包括韓立在內的所有修士,都目瞪口呆,臉上寫滿了難以置信的神色,一時間竟忘了反應——誰也沒有想到,這元剎聖祖的化身,竟然一直在偽裝,故意裝作被禁魔環困住、無力反抗的模樣,引誘眾人放鬆警惕,好坐收漁翁之利!厲飛雨一擊落空,裂山棍狠狠砸在祭壇的石板之上,「轟隆」一聲驚天悶響,石板瞬間被砸得碎裂開來,碎石飛濺,黑氣四散,整個祭壇都在這股強悍的力道之下微微震顫。他穩穩穩住身形,周身金光依舊熾盛,沒有絲毫紊亂,目光死死盯住巨狼,神色愈發凝重,眼中閃過一絲懊惱與警惕——他萬萬沒有想到,自己竟然被這古魔的偽裝所欺騙,錯失了重創它的絕佳機會。

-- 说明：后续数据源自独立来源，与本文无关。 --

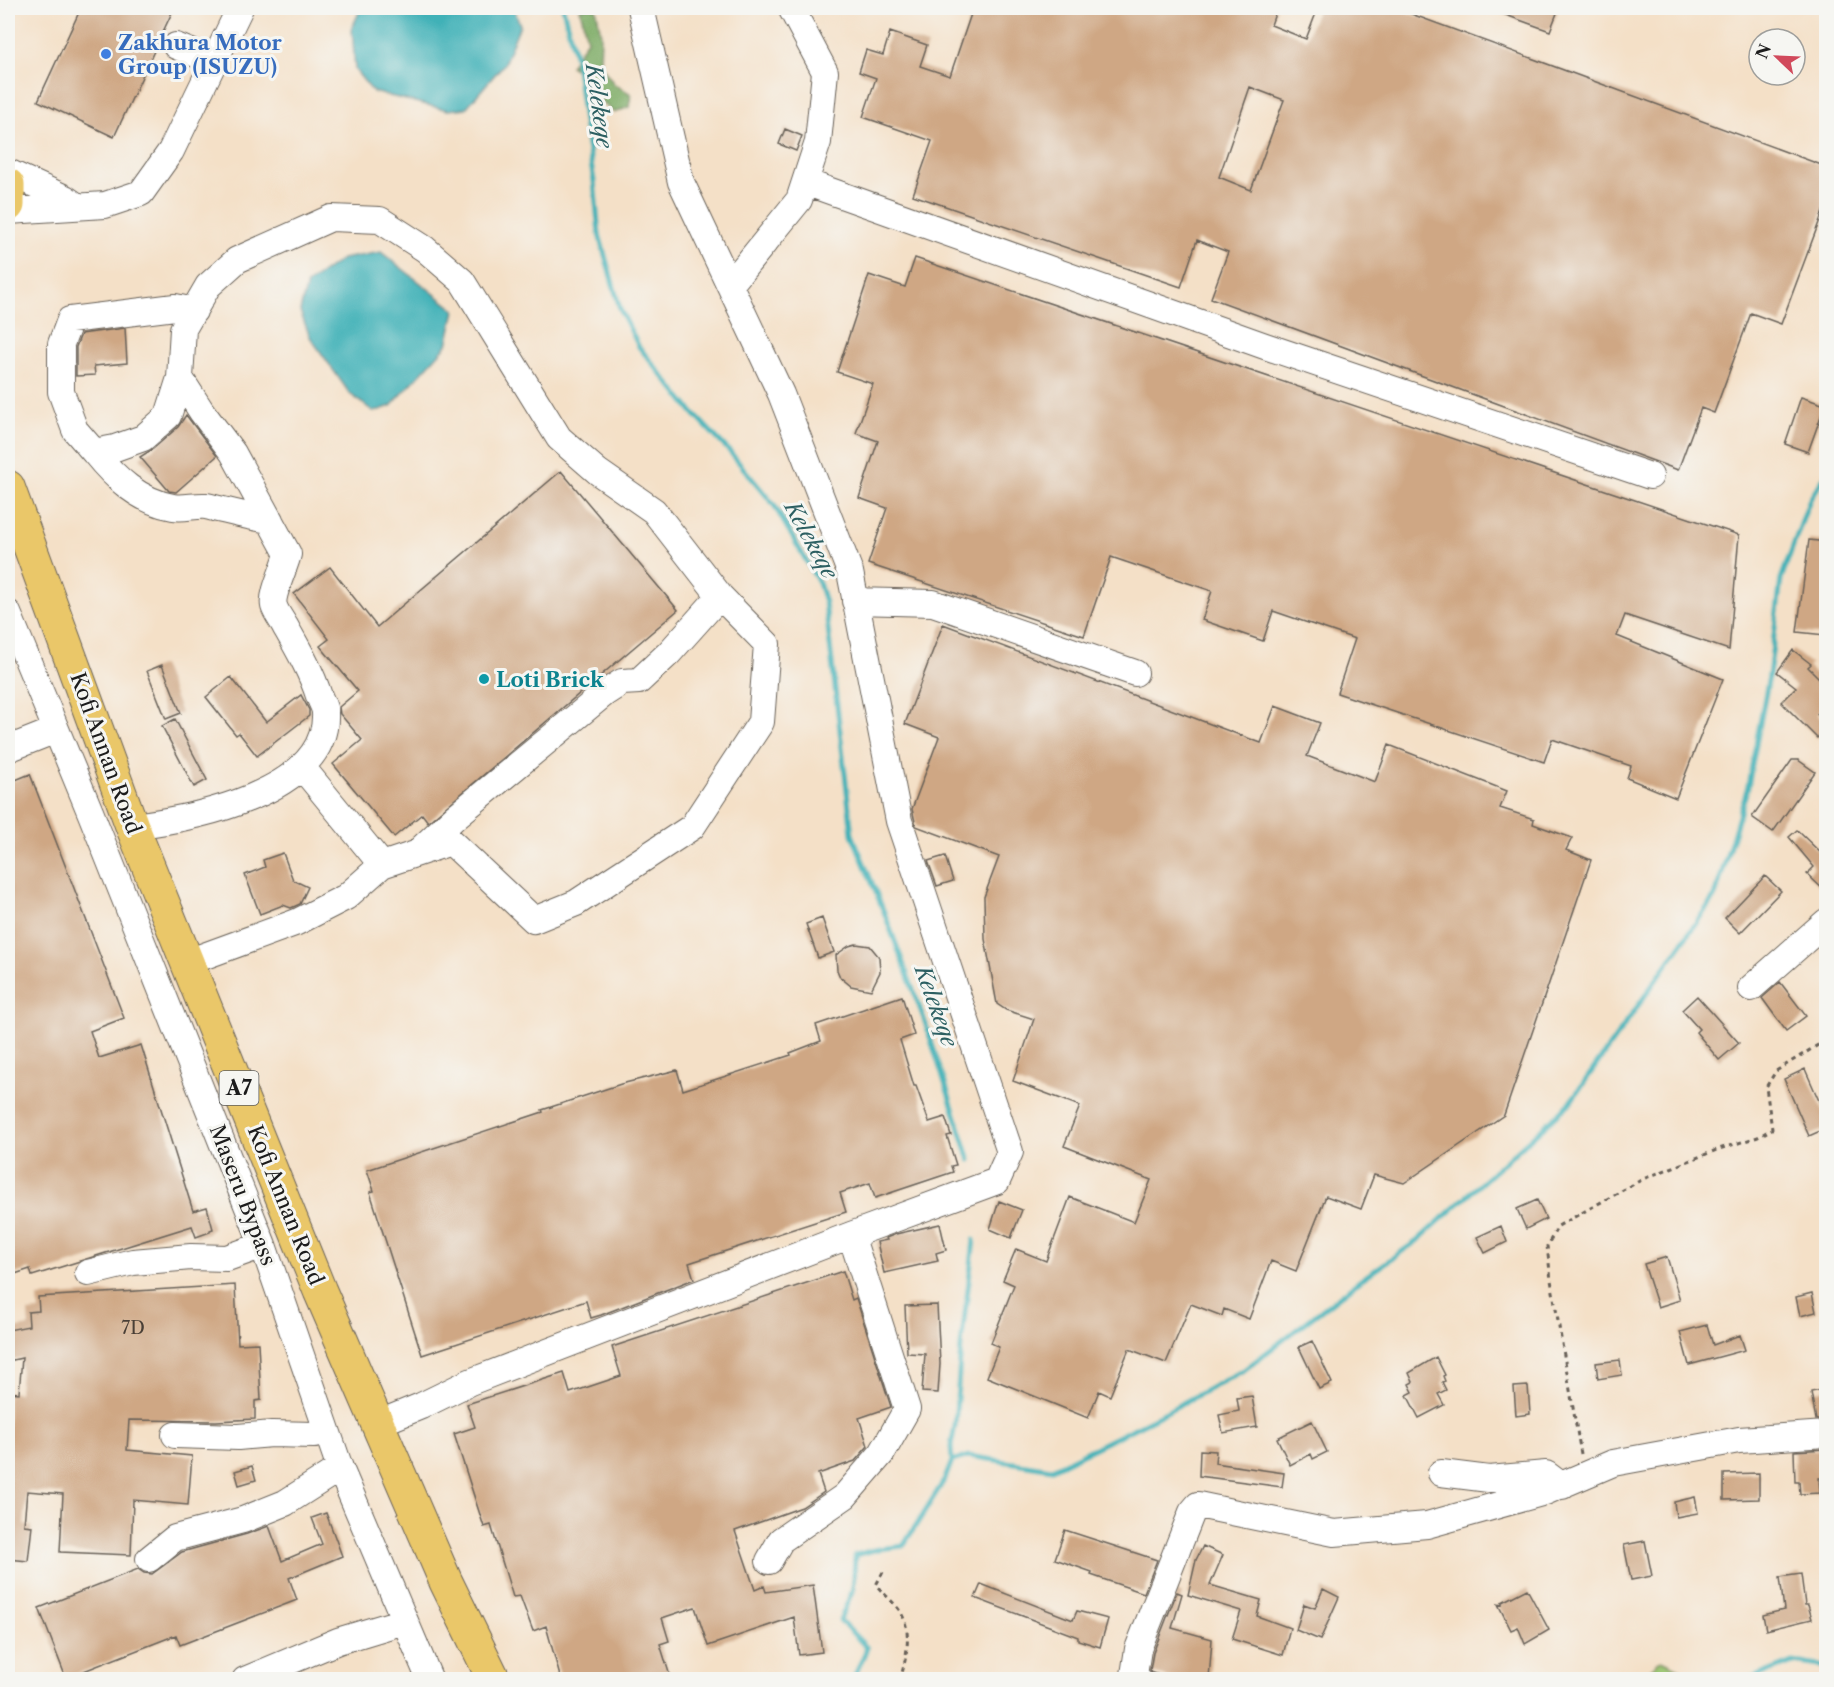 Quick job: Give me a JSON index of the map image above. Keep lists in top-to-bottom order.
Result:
{
  "streets": {
    "main road": ["Kofi Annan Road", "A7"],
    "street": ["Maseru Bypass"]
  },
  "water": ["Kelekeqe"],
  "places": ["Zakhura Motor Group (ISUZU)", "Loti Brick"],
  "house_numbers": ["7D"],
  "north": "top left"
} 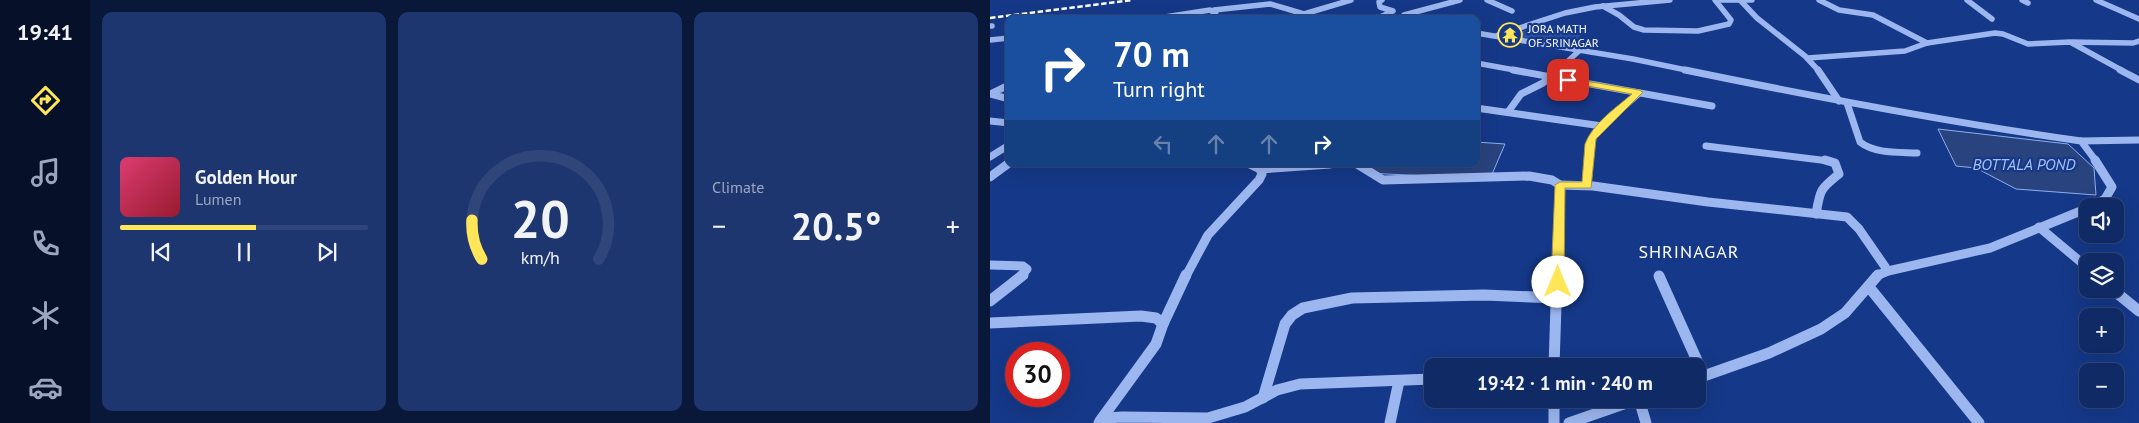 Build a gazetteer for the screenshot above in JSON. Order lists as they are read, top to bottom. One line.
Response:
{"districts":["SHRINAGAR"],"water":["BOTTALA POND"],"places":{"temple":["JORA MATH OF SRINAGAR"]},"page":{"tabs":"19:41","tile":"Climate","turn":["70 m","Turn right"],"song":["Golden Hour","Lumen"],"map_buttons":["+","−"],"heat":["−","20.5°","+"],"limit":"30","trip":"19:42 · 1 min · 240 m","gauge":["20","km/h"]}} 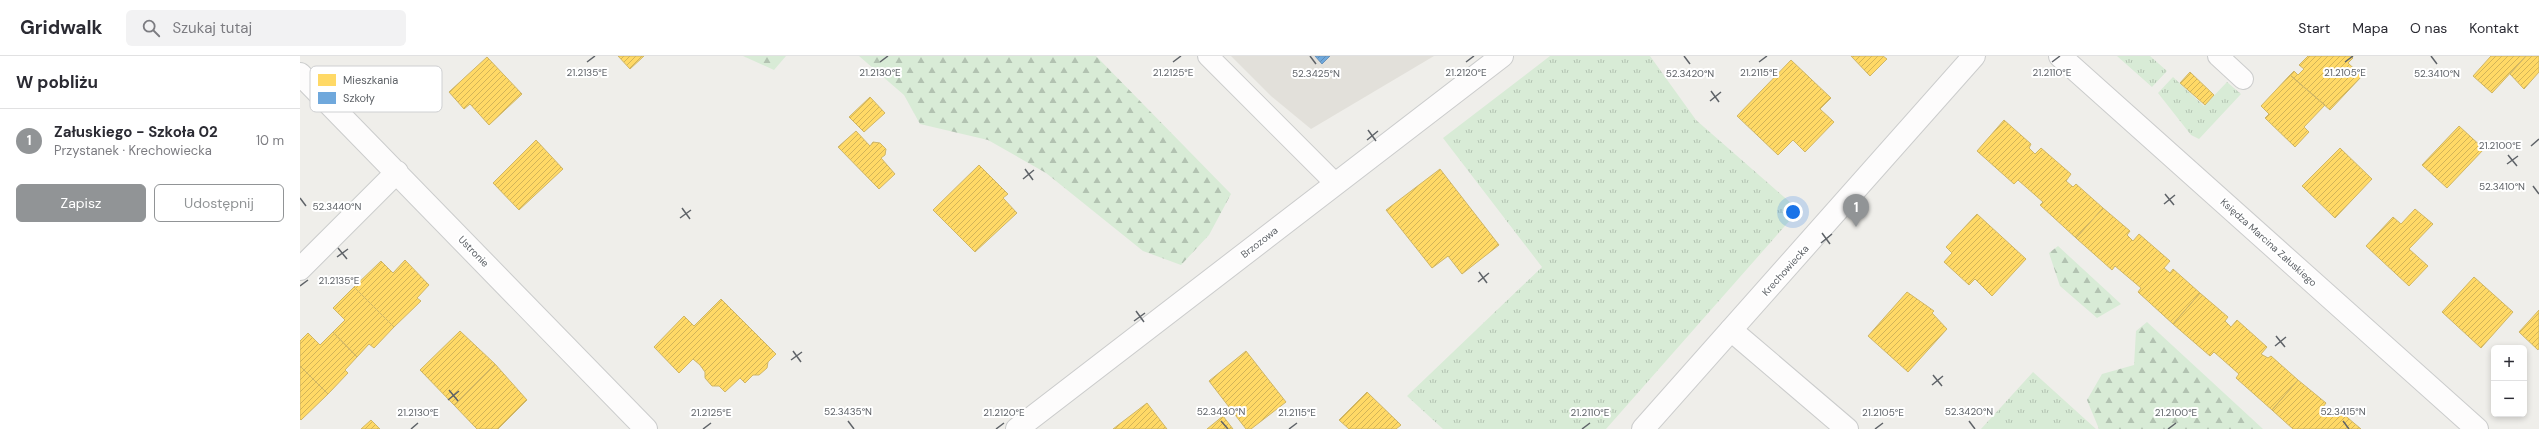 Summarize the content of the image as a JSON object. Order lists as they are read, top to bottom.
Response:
{
  "streets": {
    "street": [
      "Brzozowa",
      "Księdza Marcina Załuskiego",
      "Ustronie",
      "Krechowiecka"
    ]
  },
  "legend": ["Mieszkania", "Szkoły"],
  "page": {
    "header": "Gridwalk",
    "search": "Szukaj tutaj",
    "nav": [
      "Start",
      "Mapa",
      "O nas",
      "Kontakt"
    ],
    "heading": "W pobliżu",
    "list": [
      {
        "mark": "1",
        "name": "Załuskiego - Szkoła 02",
        "note": "Przystanek · Krechowiecka",
        "value": "10 m"
      }
    ],
    "buttons": ["Zapisz", "Udostępnij"],
    "pins": "1",
    "map_buttons": ["+", "−"]
  },
  "coordinates": [
    "21.2135°E",
    "21.2125°E",
    "21.2110°E",
    "21.2130°E",
    "21.2120°E",
    "21.2115°E",
    "21.2105°E",
    "52.3410°N",
    "52.3425°N",
    "52.3420°N",
    "21.2100°E",
    "52.3440°N",
    "52.3435°N",
    "52.3430°N",
    "52.3415°N"
  ]
}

「不好,這魔物剛才是假裝的,禁魔環並沒有真的困住此魔!」玄青子第一個從震驚中反應過來,一個激靈之下,失聲驚撥出聲,聲音中帶著幾分驚惶與凝重,周身的道家靈光都因為心緒波動而微微顫動。他深知,這古魔聖祖的化身本就強悍無比,若是禁魔環無法將其禁制,那它一旦全力發難,在場眾人都將陷入前所未有的兇險之中,甚至可能喪命於此。
七妙真人的臉色也難看到了極點,眉頭緊緊皺起,周身靈光都微微顫動起來,眼中滿是凝重與不甘,但他還不死心,急忙兩手快速掐動法訣,口中唸唸有詞,神色急切地再次催動那五隻纏在巨狼身上的翠色禁魔環。頓時,五隻禁魔環同時爆發出耀眼的翠色靈光,環身再次收縮縮小,死死勒向巨狼的軀體,試圖重新將其禁制,不給它發難的機會。韓立與厲飛雨對視一眼,皆是身形一退,暫時拉開與巨狼的距離,周身靈光運轉,神色警惕地注視著巨狼的一舉一動,不敢有絲毫大意,隨時準備再次聯手發難,應對突發狀況。
可這一次,黑色狼首隻是略一低首,淡淡地掃了眼身上的五隻禁魔環,目中竟閃過一絲毫不掩飾的譏諷,彷彿在看一件無關緊要的小東西。它口中非但沒有發出絲毫痛苦的哀號,反而四足猛然一踩足下的祭壇石板,力道之大,竟讓整個祭壇都劇烈震顫起來,石板之上浮現出更多細密的裂紋。「轟隆」一聲悶響過後,一片漆黑如墨的烏光以此狼為中心,猛然冒了出來,如同潮水般將巨狼整個身軀包裹其中;烏光閃爍間,竟彷彿通靈一般,瞬間一閃即逝,盡數沒入了巨狼龐大無比的軀體之中,消失得無影無蹤。
轉瞬之間,驚人的變化再次發生——銀狼原本銀光燦燦、如同琉璃般的皮毛,便一下由亮轉暗,除了另一側那隻銀色狼首依舊泛著淡淡的銀輝,依稀能看出原本的模樣之外,其餘部位盡數化為了漆黑之色,漆黑之中,還隱隱泛著淡淡的紫光,顯得詭異而兇悍。它周身的魔威也隨之暴漲數倍,比先前更加狂暴、更加刺骨,連周遭的虛空都被這股強悍的魔威壓得微微扭曲,滲出細密的黑色裂痕,空氣中的魔氣,也因為這股魔威的暴漲,變得愈發濃稠、愈發狂暴。厲飛雨感受到這股驟然暴漲的魔威,周身冥王金光再次全力運轉,裂山棍橫在身前,形成一道堅實的防禦屏障,神色警惕到了極點,周身的肌肉都微微緊繃,做好了隨時迎戰的準備。